§ What needs to be done:
In the entries below, every line that contains "linejoin" must be located and copied.

═════ Given records

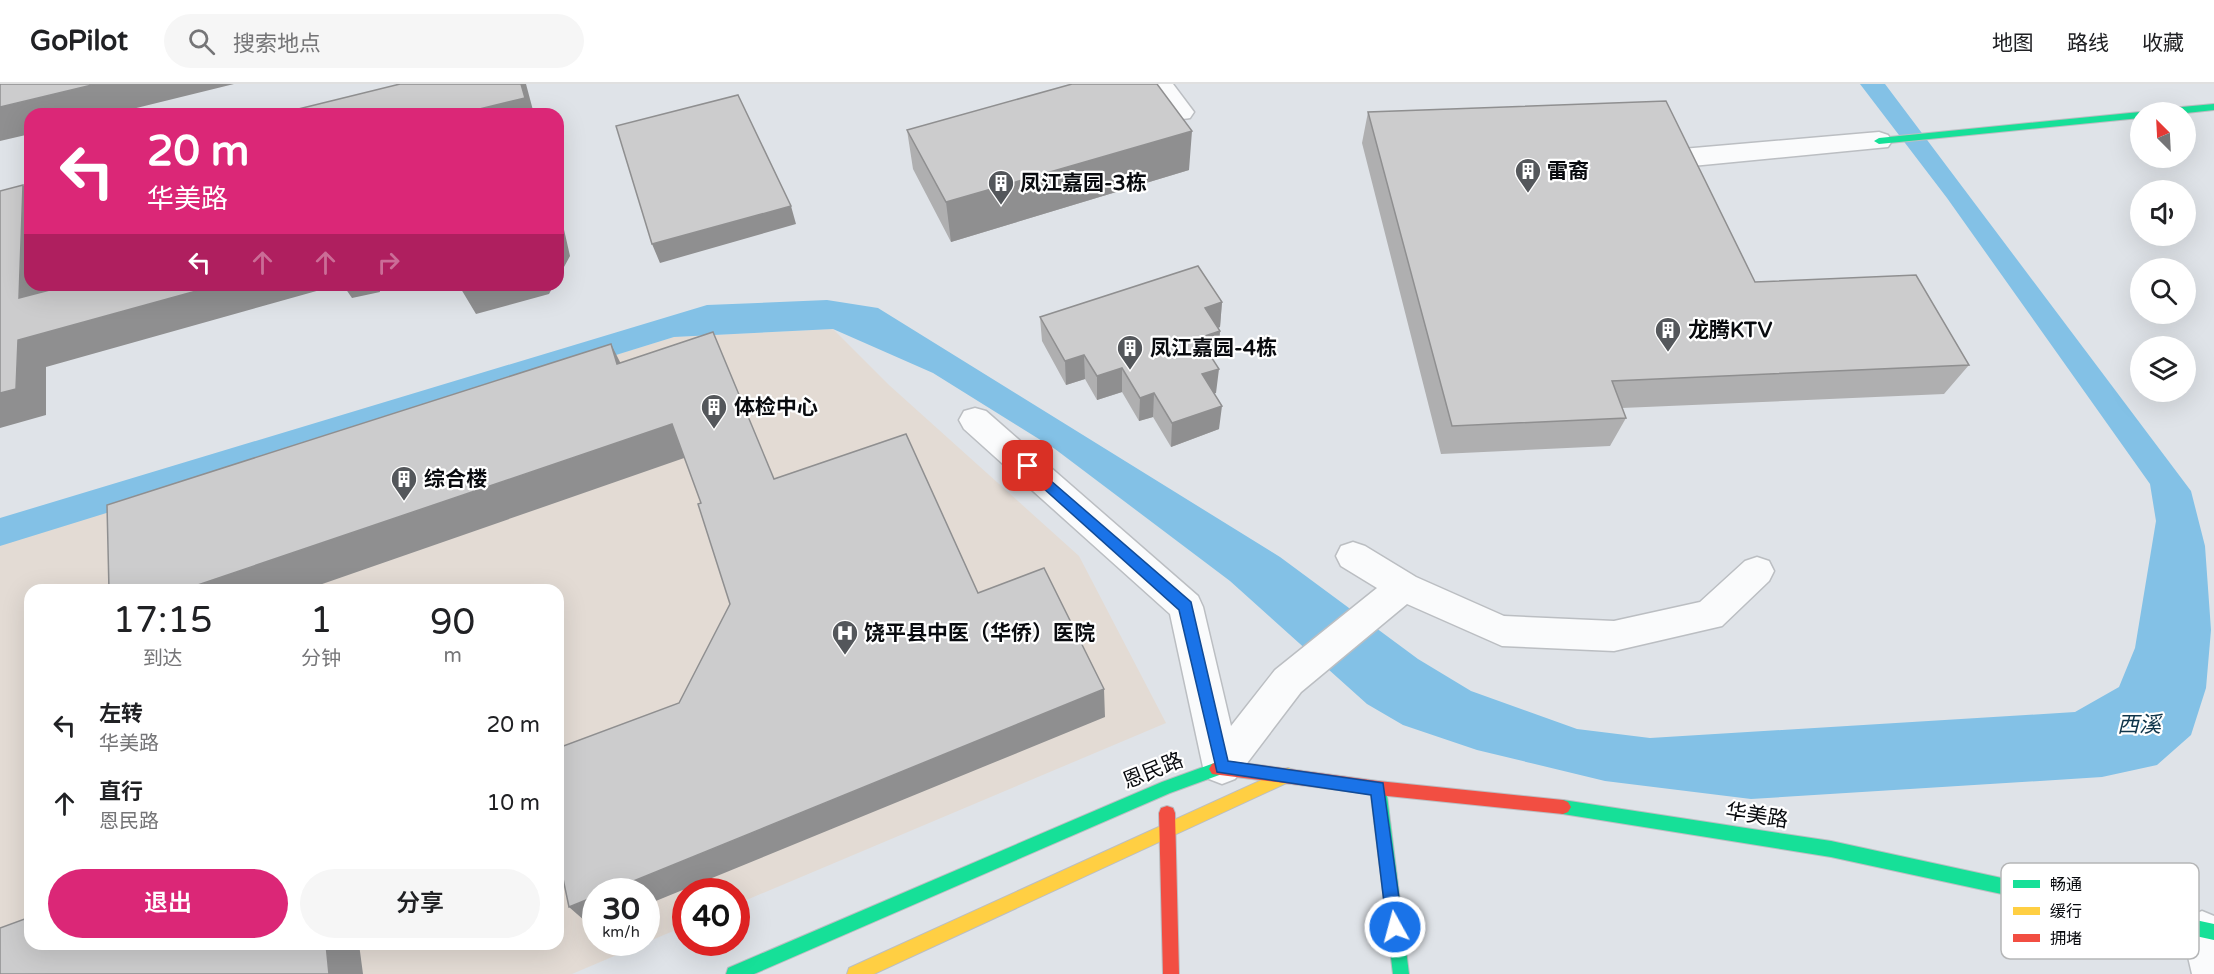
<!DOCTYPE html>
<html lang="zh">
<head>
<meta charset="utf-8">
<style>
  :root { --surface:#fff; --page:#f6f6f6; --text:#202124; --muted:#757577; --line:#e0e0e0; --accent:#db2777 }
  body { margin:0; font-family:"Varela Round","Noto Sans SC",sans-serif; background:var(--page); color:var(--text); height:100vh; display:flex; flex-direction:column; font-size:22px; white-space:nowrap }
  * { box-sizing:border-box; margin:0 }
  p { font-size:20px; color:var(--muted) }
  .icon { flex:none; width:33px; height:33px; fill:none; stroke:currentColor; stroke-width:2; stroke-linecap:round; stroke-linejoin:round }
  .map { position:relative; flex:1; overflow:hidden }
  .sheet { position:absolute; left:24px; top:500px; width:540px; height:366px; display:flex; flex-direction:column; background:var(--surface); border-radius:18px; box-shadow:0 6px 24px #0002 }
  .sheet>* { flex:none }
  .top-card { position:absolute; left:24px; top:24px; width:540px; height:183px; border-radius:18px; box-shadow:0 6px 24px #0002; background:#db2777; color:#fff; overflow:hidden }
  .needle { width:39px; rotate:336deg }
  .tools { position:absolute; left:2130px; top:18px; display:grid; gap:12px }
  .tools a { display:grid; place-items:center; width:66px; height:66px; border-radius:50%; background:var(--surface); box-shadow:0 6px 24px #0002; font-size:30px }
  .speed { position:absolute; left:582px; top:794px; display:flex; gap:12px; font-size:30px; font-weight:700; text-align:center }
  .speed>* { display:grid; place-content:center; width:78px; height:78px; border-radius:50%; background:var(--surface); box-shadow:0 6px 24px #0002; line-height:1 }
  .speed small { font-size:15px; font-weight:400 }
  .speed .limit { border:9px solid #d22; background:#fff; color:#111 }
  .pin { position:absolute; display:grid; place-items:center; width:51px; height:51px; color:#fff; margin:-26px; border-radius:12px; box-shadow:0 3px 9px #0006 }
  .me { position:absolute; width:66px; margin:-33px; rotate:353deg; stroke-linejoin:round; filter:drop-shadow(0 0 4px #0008) }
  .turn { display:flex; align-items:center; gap:21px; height:126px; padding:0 24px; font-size:27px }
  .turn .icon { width:78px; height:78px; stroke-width:2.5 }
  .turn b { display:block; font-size:42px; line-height:51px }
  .lanes { display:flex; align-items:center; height:57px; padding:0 24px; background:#0003; justify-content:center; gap:30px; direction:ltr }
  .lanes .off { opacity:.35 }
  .eta { display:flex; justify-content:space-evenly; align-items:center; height:102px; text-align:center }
  .eta b { font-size:36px; font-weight:600; line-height:42px }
  .cta { display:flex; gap:12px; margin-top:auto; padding:12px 24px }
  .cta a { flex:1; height:69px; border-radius:36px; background:var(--accent); color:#fff; font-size:24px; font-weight:600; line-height:69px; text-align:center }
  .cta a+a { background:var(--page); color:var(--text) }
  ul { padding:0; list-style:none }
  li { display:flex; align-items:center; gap:18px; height:78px; padding:0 24px }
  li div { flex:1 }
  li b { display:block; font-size:22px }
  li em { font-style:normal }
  header { display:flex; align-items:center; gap:36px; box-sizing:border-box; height:84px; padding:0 30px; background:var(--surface); border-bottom:2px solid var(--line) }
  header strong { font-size:28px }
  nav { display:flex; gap:33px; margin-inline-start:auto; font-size:21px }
  .search { width:420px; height:54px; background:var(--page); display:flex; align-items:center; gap:15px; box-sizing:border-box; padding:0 21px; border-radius:33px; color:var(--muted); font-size:22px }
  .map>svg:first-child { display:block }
</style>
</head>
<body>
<header>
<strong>GoPilot</strong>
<div class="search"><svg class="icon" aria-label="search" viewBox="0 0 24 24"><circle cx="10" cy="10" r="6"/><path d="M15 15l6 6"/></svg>搜索地点</div>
<nav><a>地图</a><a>路线</a><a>收藏</a></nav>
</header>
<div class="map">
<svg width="2214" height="890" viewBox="0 0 2214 890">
  <rect width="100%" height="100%" fill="#dfe3e8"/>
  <path fill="#e3dbd4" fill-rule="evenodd" d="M833,245L889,301L1079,472L1166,639L737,820L736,807H686L685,842L572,890H0V460L674,253ZM30,506H558V860H30ZM596,807H646V858H596Z"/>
  <path fill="#83c1e6" d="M1860,0H1885L2191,407L2205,462L2211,546L2206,604L2191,651L2157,681L2102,693L1751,715L1605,697L1477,666L1403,641L1367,620L1230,497L1055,365L933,289L833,245L674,253L0,462V434L707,221L827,216L878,224L1280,473L1418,575L1471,607L1577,645L1650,654L2075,628L2119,603L2135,564L2156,437L2150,400L1947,114Z"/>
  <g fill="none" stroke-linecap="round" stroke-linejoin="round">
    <g stroke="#bbbec2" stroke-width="3">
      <path id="street" d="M1148,0H1173L1194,28L1190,34C1168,39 1158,16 1148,0Z
        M1879,48L1888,51L1892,57L1888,63L1682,83L1673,80L1669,74L1673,68L1682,65Z
        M975,324L986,327L1198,512L1203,523L1231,642L1275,586L1377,504L1341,482L1336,472L1341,462L1353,458L1365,462L1416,493L1504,532L1614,537L1700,518L1745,477L1757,473L1769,477L1774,487L1769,497L1722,542L1614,567L1502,562L1407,520L1301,608L1235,695L1222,700L1209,695L1203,683L1170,530L964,345L959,336L964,327Z
        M2202,827L2214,832V890H2192L2182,847L2188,833Z"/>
    </g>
    <g stroke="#bbbec2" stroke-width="2">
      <path id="fast" d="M2214,20V26L2186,29L2155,28L2160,25Z
        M2140,28H2143H2140V34L1879,60L1874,57L1879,54Z
        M1217,678L1222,680L1225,685L1222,690L1170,709L754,890H726L728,884L1162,698Z
        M1378,697L1383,699L1386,704L1409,890H1393L1370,704L1373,699Z
        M1563,716L1831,757L2214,840V856L1831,773L1563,730L1558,728L1555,723L1558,718Z"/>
    </g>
    <g stroke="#bbbec2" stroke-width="2">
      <path id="slow" d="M1288,684L1293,686L1296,691L1293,696L874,890H847L849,884Z"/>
    </g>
    <g stroke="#bbbec2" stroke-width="2">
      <path id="jam" d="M1222,676L1378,697L1563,716L1568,718L1571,723L1568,728L1563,730L1378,711L1212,690L1209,685L1212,680Z
        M1167,722L1173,724L1175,729L1179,890H1163L1159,729L1161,724Z"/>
    </g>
    <use href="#street" fill="#fafbfc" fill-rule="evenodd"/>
    <use href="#fast" fill="#16e098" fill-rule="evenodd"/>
    <use href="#slow" fill="#ffcf43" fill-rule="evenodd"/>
    <use href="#jam" fill="#f24e42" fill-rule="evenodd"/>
  </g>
  <path fill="#afafb0" d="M1368,28L1755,198L1969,281L1944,310L1622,324L1626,334L1610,362L1441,370L1362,59Z
    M907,46L1189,86L951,158L913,85Z
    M1222,218L1220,243L1218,244L1220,247L1218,271L1211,273L1216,309H1214L1219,345L1171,363L1153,333L1139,337L1122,308L1097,316L1085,295L1066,301L1042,257L1040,233Z"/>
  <path fill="#8f8f90" d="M96,0H234L112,30H30V50L0,57V23Z
    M521,0H526L534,30H459Z
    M1192,47L1189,86L951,158L946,118Z
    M23,101L30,109V201H48L47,241L19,214Z
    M558,119L570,172L558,194Z
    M791,122L796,140L660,179L652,160Z
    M218,201H338L46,283V331L0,344V309L18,256Z
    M343,201H379L380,208L352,214Z
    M476,201H554L549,210L476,230L461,205Z
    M1222,218L1220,243L1203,249L1205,224Z
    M1220,247L1218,271L1197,278L1199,254Z
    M611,260L628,294L617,280Z
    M1084,271L1085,295L1066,301L1065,277Z
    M1122,284V308L1097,316V292Z
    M1219,285L1216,309L1200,314L1202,290Z
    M1154,309L1153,333L1139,337L1140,314Z
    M1222,322L1219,345L1171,363L1172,339Z
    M672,340L687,373L305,506H183Z
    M1104,605L1105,633L646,821V807H609Z
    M596,812V842L593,844L569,823Z
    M326,860H359L363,890H329Z"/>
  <path fill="#cccccd" stroke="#8f8f90" stroke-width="1.5" d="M0,0H96L0,23Z
    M400,0H521L525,14L459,30H278Z
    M1072,0H1157L1192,47L946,118L907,46Z
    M738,11L791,122L652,160L616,42Z
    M1666,17L1755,198L1916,191L1969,281L1612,297L1626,334L1452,342L1368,28Z
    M23,101L19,214L69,201H218L18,256L16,305L0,309V107Z
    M1198,182L1222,218L1205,224L1220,247L1199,254L1219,285L1202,290L1222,322L1172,339L1154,309L1140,314L1122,284L1097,292L1084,271L1065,277L1040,233Z
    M459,201H476L461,205Z
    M713,248L774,395L906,350L978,509L1044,484L1104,605L609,807H596V812L569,823L558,771V664L679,619L730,520L698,420L701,419L672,340L183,506H109L107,421L611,260L617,280Z
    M30,833V860H326L329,890H0V844Z"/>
  <path fill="#1a73e8" stroke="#114b97" stroke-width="1.5" d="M1028,377L1191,518L1228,677L1383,699L1403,843L1401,849L1395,852L1389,849L1387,843L1371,711L1217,688L1179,526L1023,386V379Z"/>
  <defs>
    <g id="building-pin" transform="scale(1.35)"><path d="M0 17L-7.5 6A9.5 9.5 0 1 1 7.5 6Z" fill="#54575b" stroke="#fff"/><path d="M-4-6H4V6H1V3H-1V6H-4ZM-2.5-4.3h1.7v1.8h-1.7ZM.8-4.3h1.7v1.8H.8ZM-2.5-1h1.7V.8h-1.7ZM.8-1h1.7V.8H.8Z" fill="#fff"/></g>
    <g id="hospital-pin" transform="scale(1.35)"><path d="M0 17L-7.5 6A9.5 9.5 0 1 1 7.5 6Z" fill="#54575b" stroke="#fff"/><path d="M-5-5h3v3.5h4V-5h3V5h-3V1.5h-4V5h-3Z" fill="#fff"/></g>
  </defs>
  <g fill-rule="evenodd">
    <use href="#building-pin" x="1528" y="87"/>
    <use href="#building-pin" x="1001" y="99"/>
    <use href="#building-pin" x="1668" y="246"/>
    <use href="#building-pin" x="1130" y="264"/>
    <use href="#building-pin" x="714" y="323"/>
    <use href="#building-pin" x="404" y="395"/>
    <use href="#hospital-pin" x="845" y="549"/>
  </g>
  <g text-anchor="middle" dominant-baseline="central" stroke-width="4.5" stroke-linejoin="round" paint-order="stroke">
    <g font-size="21" font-weight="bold" fill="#090b0f" stroke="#fff" text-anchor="start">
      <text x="1547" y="87">雷裔</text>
      <text x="1020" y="99">凤江嘉园-3栋</text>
      <text x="1688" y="246">龙腾KTV</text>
      <text x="1150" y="264">凤江嘉园-4栋</text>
      <text x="734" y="323">体检中心</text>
      <text x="424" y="395">综合楼</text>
      <text x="864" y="549">饶平县中医（华侨）医院</text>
    </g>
    <g font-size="21" fill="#090b0f" stroke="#fff">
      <text transform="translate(1153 687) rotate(-22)">恩民路</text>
      <text transform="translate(1757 732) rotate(9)">华美路</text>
    </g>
    <g font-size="22" font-style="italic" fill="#0f354a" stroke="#fff">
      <text x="2139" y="641">西溪</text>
    </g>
  </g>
  <rect x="2001" y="779" width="198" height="96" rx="9" fill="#fff" stroke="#b5b6b7" stroke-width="1.5"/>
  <rect x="2013" y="796" width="27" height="8" fill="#16e098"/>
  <rect x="2013" y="823" width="27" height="8" fill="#ffcf43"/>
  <rect x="2013" y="850" width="27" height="8" fill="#f24e42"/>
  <g font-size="16" fill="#090b0f">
    <text x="2050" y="806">畅通</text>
    <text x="2050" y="833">缓行</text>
    <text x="2050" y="860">拥堵</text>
  </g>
</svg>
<div class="tools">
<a><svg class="needle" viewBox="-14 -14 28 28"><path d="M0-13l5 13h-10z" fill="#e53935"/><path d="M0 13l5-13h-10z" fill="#757577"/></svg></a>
<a><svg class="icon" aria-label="sound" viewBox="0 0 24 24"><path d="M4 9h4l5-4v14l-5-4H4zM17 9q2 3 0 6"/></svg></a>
<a><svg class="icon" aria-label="search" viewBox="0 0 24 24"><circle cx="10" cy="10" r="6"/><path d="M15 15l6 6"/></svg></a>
<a><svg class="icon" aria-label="layers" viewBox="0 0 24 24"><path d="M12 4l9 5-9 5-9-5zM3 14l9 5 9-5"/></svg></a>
</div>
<div class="speed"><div>30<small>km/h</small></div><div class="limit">40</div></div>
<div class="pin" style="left:1028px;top:382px;background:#d93025"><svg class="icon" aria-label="arrive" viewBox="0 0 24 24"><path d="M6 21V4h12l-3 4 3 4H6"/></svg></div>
<svg class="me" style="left:1395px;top:843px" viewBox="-20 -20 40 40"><circle r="17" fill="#1a73e8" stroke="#fff" stroke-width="3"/><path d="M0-11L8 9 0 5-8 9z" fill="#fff"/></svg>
<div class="top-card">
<div class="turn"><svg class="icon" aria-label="left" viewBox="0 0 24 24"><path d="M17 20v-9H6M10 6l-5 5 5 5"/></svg><div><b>20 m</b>华美路</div></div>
<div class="lanes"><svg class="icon" aria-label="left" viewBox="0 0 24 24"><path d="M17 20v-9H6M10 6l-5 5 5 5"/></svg><svg class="icon off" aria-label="ahead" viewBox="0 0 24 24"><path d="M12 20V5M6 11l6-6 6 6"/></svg><svg class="icon off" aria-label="ahead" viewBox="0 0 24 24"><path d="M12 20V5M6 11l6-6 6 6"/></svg><svg class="icon off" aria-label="right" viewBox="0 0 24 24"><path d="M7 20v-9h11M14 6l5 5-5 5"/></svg></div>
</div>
<section class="sheet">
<div class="eta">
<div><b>17:15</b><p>到达</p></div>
<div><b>1</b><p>分钟</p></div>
<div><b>90</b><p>m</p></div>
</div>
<ul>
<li><svg class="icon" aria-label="left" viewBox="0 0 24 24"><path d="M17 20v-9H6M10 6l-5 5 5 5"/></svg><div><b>左转</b><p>华美路</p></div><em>20 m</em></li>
<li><svg class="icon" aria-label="ahead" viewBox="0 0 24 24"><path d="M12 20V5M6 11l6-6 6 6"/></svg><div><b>直行</b><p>恩民路</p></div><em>10 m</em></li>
</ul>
<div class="cta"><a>退出</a><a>分享</a></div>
</section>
</div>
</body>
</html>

══════════

§ Solution for this problem:
  .icon { flex:none; width:33px; height:33px; fill:none; stroke:currentColor; stroke-width:2; stroke-linecap:round; stroke-linejoin:round }
  .me { position:absolute; width:66px; margin:-33px; rotate:353deg; stroke-linejoin:round; filter:drop-shadow(0 0 4px #0008) }
  <g fill="none" stroke-linecap="round" stroke-linejoin="round">
  <g text-anchor="middle" dominant-baseline="central" stroke-width="4.5" stroke-linejoin="round" paint-order="stroke">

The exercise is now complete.